[caption id="attachment_259502" align="aligncenter" width="620" caption="Petugas Stasiun Pengisian Bahan Bakar Minyak (SPBU) di kawasan Pejompongan, Jakarta mengisi bahan bakar Pertamax./Admin (KOMPAS/RIZA FATHONI)"][/caption]
Pemerintah selalu mengeluh bahwa pemakaian BBM bersubsidi sudah hampir over kuota.
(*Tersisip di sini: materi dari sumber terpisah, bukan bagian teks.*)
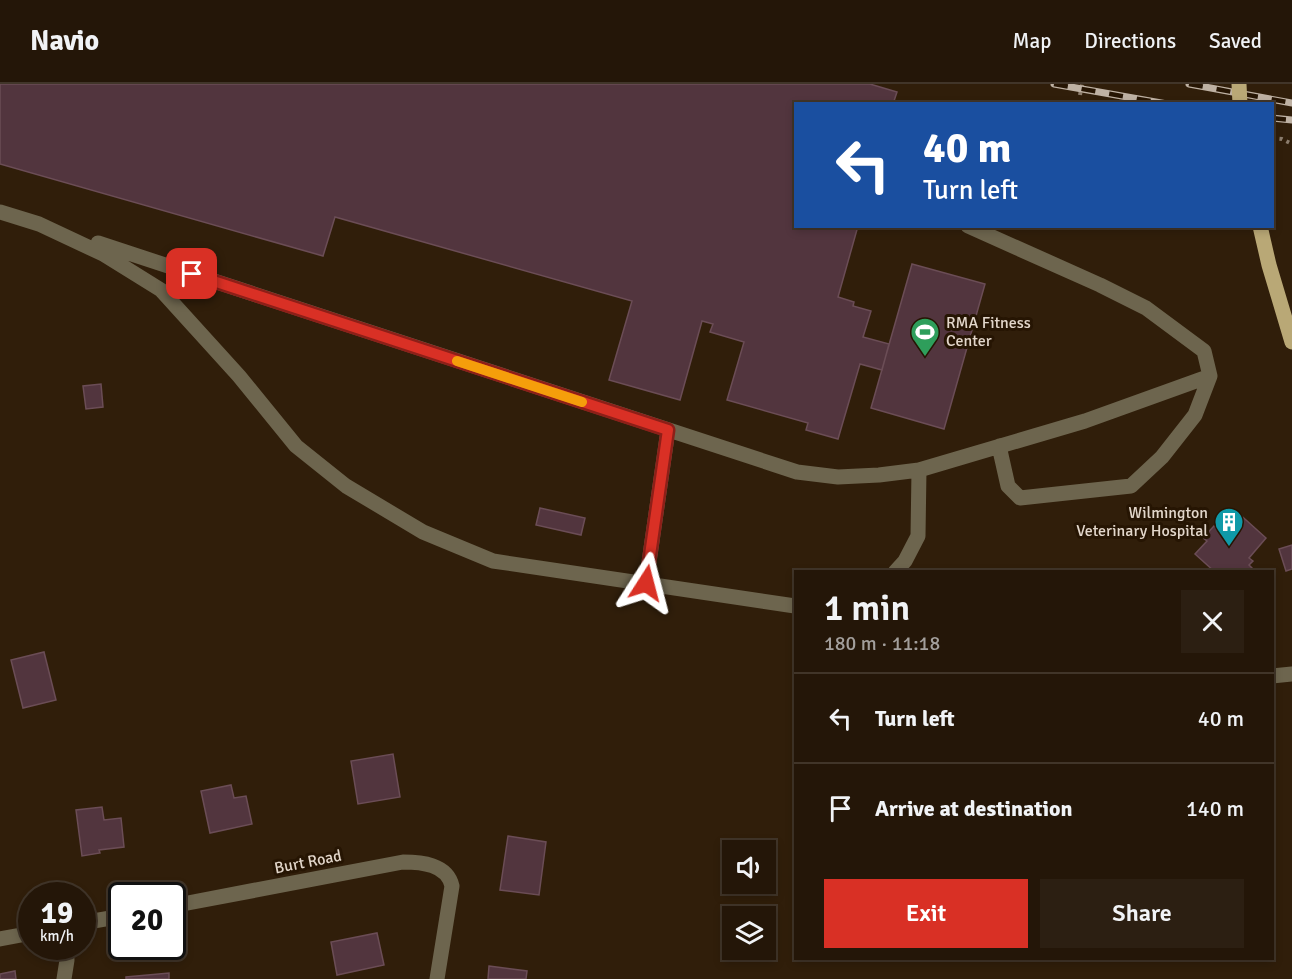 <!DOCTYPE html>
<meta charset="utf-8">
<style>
:root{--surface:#241608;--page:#2c1f12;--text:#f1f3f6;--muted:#a39f9c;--line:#413529;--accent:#d93025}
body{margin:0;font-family:Signika,sans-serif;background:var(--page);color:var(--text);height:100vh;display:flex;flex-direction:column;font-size:22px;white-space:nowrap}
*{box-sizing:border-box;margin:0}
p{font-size:20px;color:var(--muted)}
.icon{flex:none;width:33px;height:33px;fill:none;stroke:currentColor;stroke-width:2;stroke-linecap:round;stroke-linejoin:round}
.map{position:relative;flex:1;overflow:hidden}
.sheet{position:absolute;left:794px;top:486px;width:480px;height:390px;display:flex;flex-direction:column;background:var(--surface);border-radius:0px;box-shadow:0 3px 9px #0003,0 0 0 2px var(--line)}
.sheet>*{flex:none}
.guide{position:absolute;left:794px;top:18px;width:480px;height:126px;border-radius:0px;box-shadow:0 3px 9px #0003,0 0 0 2px var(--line);background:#1a4fa0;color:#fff;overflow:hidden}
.buttons{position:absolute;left:722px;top:756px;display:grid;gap:12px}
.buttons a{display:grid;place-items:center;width:54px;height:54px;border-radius:0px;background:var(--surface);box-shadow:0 3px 9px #0003,0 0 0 2px var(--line);font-size:30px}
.speed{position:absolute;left:18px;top:798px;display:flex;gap:12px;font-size:30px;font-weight:700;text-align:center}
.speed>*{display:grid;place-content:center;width:78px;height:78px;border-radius:50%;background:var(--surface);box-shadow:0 3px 9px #0003,0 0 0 2px var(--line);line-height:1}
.speed small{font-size:15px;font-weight:400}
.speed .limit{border:3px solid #111;border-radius:9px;background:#fff;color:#111}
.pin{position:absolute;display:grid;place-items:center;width:51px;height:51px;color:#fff;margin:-26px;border-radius:12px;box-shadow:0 3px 9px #0006}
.me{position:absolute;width:66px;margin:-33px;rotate:9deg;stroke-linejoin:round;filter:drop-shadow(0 0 4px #0008)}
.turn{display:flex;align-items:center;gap:21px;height:126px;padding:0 30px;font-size:27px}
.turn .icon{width:78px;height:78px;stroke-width:2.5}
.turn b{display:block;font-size:42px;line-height:51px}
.round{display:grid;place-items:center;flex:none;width:63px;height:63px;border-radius:0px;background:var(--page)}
.overview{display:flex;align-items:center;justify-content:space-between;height:102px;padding:0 30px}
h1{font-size:36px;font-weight:600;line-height:45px}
.button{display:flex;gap:12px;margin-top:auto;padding:12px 30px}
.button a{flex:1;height:69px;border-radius:0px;background:var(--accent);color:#fff;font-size:24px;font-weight:600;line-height:69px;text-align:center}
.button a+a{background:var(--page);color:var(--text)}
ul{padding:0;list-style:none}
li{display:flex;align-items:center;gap:18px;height:90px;padding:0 30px;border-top:2px solid var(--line)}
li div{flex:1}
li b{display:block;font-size:22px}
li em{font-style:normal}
header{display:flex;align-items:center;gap:36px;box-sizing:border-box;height:84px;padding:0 30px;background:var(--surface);border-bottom:2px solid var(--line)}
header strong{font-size:28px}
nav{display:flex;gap:33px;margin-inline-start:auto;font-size:21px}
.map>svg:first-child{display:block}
.building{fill:#52353e;stroke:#6b4d56;stroke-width:1.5}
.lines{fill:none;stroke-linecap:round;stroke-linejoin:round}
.path{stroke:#8c7d6d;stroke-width:4;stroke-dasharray:3 4.5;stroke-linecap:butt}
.minor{stroke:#6d654e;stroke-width:15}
.major{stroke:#b9a876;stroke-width:15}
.rail-casing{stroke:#beb1a3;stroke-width:7}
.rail{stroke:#261503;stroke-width:4.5;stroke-dasharray:14;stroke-linecap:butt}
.major-bridge{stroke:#b9a876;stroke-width:15}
.route-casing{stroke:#8d1f18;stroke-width:15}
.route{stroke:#d93025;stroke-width:10}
.slow{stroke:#f59e0b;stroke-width:10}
.labels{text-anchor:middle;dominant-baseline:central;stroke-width:6;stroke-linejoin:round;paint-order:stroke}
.poi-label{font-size:16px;fill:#e3d7cb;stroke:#261503;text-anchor:start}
.street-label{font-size:16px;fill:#e3d7cb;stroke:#261503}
</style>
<header>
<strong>Navio</strong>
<nav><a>Map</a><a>Directions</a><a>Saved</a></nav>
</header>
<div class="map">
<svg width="1292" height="895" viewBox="0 0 1292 895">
<rect width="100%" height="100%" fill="#301e0a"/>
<!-- building -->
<path class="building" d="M0,0H870L897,8L893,20H795V142H858L838,213L854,218L853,222L871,227L863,253L889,260L882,286L860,280L838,355L806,346L808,339L727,316L744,258L710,248L713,240L702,237L680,316L609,296L632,217L335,133L323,172L0,80Z
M912,180L985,200L944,345L871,324Z
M101,300L103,323L86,325L83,302Z
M540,424L585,434L581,451L536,441Z
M1236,427L1266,454L1249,474L1253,477L1249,481L1252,484L1249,487L1246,485L1244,488H1239L1236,485L1234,488H1215L1195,470L1207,457L1203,454L1214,442L1219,446Z
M1292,461V485L1286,487L1279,465Z
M44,568L56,616L23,624L11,576Z
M393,670L400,713L358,720L351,677Z
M231,701L234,714L246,712L252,740L210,749L201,707Z
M102,723L104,736L121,734L124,763L99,766L100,769L82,772L76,726Z
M508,752L546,758L539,811L500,806Z
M377,849L384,881L337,891L331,858Z
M489,882L527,887L526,895H488Z
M15,887L16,895H0V890Z
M169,889V895H126V893Z"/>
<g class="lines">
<!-- path -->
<path class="path" d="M1080,11L1082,0
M1272,54L1282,55L1292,60"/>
<!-- minor -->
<path class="minor" d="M0,128L39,140L103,170L161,206L239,292L296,362L346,402L423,448L493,477L795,522
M968,142L1100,201L1146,224L1204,267L1210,292L1195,331L1162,373L1131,402L1020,414L1008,402L999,362
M98,159L797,388L838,393L879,391L919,386
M895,488L905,477L918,452L919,386L1085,337L1210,292
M646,499L668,346
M1272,592L1292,590
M172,822L403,778C421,778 447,780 452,802L437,895
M82,839L122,832
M0,855L32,849
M64,895L67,876L66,862"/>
<!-- major -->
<path class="major" d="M1260,142L1269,181L1292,258"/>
<!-- rail casing -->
<g class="rail-casing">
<path id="rail" d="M1054,0L1167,20
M1189,0L1292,19
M1272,34L1292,36"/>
</g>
<!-- rail -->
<use href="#rail" class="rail"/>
<!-- major-bridge -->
<path class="major-bridge" d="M1239,0L1240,20"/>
</g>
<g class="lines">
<!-- route casing -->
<g class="route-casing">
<path id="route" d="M192,190L668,346L646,499"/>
</g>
<!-- route -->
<use href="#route" class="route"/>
<!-- slow -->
<path class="slow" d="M457,277L582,318"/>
</g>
<!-- icons -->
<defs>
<g id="stadium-pin" transform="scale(1.5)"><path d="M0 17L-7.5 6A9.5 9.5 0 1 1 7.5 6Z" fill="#2e9e5b" stroke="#261503"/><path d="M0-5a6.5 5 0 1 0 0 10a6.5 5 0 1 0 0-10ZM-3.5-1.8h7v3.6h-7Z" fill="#fff"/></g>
<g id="building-pin" transform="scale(1.5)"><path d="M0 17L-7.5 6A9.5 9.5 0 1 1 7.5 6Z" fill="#0f9aa8" stroke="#261503"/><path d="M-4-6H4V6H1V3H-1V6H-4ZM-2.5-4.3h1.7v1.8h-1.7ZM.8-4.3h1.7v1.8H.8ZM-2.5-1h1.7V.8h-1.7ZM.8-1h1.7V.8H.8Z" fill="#fff"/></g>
</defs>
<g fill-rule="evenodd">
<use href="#stadium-pin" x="925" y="248"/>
<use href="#building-pin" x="1229" y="438"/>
</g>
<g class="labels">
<!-- poi labels -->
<g class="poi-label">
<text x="946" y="239">RMA Fitness<tspan x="946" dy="18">Center</tspan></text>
<text x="1208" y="429" text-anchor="end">Wilmington<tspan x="1208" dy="18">Veterinary Hospital</tspan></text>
</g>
<!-- street labels -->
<g class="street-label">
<text transform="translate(308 778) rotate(-11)">Burt Road</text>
</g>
</g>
</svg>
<div class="buttons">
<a><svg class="icon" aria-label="sound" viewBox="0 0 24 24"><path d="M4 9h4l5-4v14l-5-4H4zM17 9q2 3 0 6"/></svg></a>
<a><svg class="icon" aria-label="layers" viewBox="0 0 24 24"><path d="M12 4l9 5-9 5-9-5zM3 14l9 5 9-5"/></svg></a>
</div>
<div class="speed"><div>19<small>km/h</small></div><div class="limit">20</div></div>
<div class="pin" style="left:192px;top:190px;background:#d93025"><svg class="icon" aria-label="arrive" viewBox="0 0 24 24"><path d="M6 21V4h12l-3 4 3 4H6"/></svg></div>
<svg class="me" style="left:646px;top:499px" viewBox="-20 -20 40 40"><path d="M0-17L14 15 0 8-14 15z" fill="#d93025" stroke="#fff" stroke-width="4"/></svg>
<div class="guide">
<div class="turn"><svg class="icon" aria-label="left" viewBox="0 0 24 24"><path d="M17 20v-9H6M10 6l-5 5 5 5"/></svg><div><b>40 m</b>Turn left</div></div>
</div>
<section class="sheet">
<div class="overview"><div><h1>1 min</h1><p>180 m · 11:18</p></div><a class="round"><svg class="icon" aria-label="close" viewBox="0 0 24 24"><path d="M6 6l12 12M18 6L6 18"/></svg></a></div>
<ul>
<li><svg class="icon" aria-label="left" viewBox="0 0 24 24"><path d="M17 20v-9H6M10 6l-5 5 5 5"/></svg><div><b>Turn left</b></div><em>40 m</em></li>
<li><svg class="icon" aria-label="arrive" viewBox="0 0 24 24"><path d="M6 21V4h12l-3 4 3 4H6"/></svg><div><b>Arrive at destination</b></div><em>140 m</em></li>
</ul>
<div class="button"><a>Exit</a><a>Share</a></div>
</section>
</div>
Bersamaan dengan itu selalu dihimbau kepada masyarakat menengah keatas yang memiliki kendaraan untuk tidak menggunakan BBM bersubsidi, agar menggunakan Pertamax. Di SPBU-SPBU pun sekarang gencar dipasang stiker dan pamflet terkait himbauan bahkan larangan agar tidak memakai BBM bersubsidi.
Sebagai warga negara yang baik yang kebetulan juga sebagai abdi negara, saya menyambut baik ajakan dari Pemerintah dan Pertamina untuk tidak menggunakan BBM Bersubsidi. Hal ini bukan untuk sok-sok-an atau gaya-gaya-an. Selain dari manfaat Pertamax yang membuat mesin & karburator motor bebek saya lebih terawat, saya juga miris melihat APBN yang sekitar Rp1.600T itu dialokasikan untuk subsidi BBM yang mencapai lebih dari Rp200T bahkan bisa jadi akan tembus Rp300T bila tidak dibatasi. Bandingkan dengan alokasi untuk layanan kesehatan murah bagi masyarakat Rp55,9T (termasuk Jamkesmas Rp8,29T) atau dana untuk Infrastruktur Rp201,3T. Betapa tidak produktivnya dan tidak memberi nilai tambah untuk kesejahteraan rakyat.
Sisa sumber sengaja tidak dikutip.